Among those who liked to live on the wilder side was a young nobleman from Catalonia named Joan Jose de Perelhos. He came from a good family and was quite wealthy. In the last decade of the fourteenth century, just a half century after the Black Death, he decided to travel to Ireland. This was a trip to the limits of the known world. involving at least two sea trips before he got to our shores. Once here he would have found the weather very different from at home. He would have had great difficulty in communicating with the locals. Travel was difficult as there were no established roads leading to Lough Derg. Accommodation must also have been a problem, and what was more he arrived at a time when the north of Ireland was experiencing a food shortage. The only food available consisted of thin oaten wafers. Because he was a member of the nobility he was given shelter by the most powerful family in the area, the O’Neills. Fortunately some of the priests at O’Neill’s court knew Latin, a language understood by Perelhos. On returning home he wrote an account of his adventures. While such brave travellers were rare we can be confident that Perelhos was not the only person from the continent to attempt the journey, but if they left any account of their trip it has not survived.
A little over a hundred years later a Dutchman made up his mind to go to Lough Derg, inspired by the tales of self-abnegation which pilgrims had to undergo there.
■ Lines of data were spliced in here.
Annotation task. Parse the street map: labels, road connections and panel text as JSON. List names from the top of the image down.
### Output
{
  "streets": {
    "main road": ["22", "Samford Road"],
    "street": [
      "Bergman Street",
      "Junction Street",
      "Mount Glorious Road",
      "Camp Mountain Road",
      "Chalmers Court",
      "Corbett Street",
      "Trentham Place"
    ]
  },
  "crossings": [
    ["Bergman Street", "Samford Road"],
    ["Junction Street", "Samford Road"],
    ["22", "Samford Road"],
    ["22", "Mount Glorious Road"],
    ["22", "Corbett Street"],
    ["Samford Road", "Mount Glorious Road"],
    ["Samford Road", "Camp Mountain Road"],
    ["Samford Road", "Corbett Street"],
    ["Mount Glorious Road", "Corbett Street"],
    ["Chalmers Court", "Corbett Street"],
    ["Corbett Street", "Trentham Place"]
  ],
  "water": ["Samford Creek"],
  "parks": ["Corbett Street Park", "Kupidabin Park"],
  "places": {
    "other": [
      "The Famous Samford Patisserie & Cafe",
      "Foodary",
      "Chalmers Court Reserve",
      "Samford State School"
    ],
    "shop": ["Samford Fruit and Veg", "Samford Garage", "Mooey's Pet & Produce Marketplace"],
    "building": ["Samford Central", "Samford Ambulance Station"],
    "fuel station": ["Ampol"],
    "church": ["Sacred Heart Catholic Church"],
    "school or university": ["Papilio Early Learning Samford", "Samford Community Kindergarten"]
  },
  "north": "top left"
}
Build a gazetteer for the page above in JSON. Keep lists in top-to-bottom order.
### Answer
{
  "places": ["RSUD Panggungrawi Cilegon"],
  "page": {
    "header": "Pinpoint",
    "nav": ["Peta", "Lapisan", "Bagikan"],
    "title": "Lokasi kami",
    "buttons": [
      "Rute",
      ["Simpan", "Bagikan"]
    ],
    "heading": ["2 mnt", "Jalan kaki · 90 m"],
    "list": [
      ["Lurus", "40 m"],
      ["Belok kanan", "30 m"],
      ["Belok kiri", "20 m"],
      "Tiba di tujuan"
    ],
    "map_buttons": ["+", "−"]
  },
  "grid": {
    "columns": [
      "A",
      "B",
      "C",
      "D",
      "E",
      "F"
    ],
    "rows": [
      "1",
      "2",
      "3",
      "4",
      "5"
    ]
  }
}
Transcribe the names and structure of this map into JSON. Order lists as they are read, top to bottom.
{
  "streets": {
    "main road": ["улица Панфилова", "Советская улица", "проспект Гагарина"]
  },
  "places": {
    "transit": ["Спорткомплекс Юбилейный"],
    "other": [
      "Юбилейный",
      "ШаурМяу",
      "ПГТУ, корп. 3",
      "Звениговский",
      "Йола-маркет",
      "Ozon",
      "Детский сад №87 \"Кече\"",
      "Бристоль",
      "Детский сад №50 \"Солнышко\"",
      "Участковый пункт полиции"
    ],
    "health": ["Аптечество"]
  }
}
Little had changed in Ireland. On arriving at the lake it was raining heavily; the Dutchman was brought in a rather leaky boat towards a cave where he was told the true purgatory of St Patrick was located. It was cold and, apart from the unpleasant sensation of entering a damp, dark cave, the Dutchman could see nothing. Rather than feeling that he had indeed experienced something like purgatory he left Lough Derg under the impression that the whole thing was a scam, a medieval tourist trap to lure the devout and wealthy world traveller and separate them from their cash. So disgusted was he that wrote a report to the Vatican who responded by formally suspending the pilgrimage to Lough Derg and removing all papal protection and support for those making the journey. This has never been reversed by any document from the Vatican, but it didn’t have much of an impact on Lough Derg. Pilgrims continue to flock here, with the Catholic Church’s full support.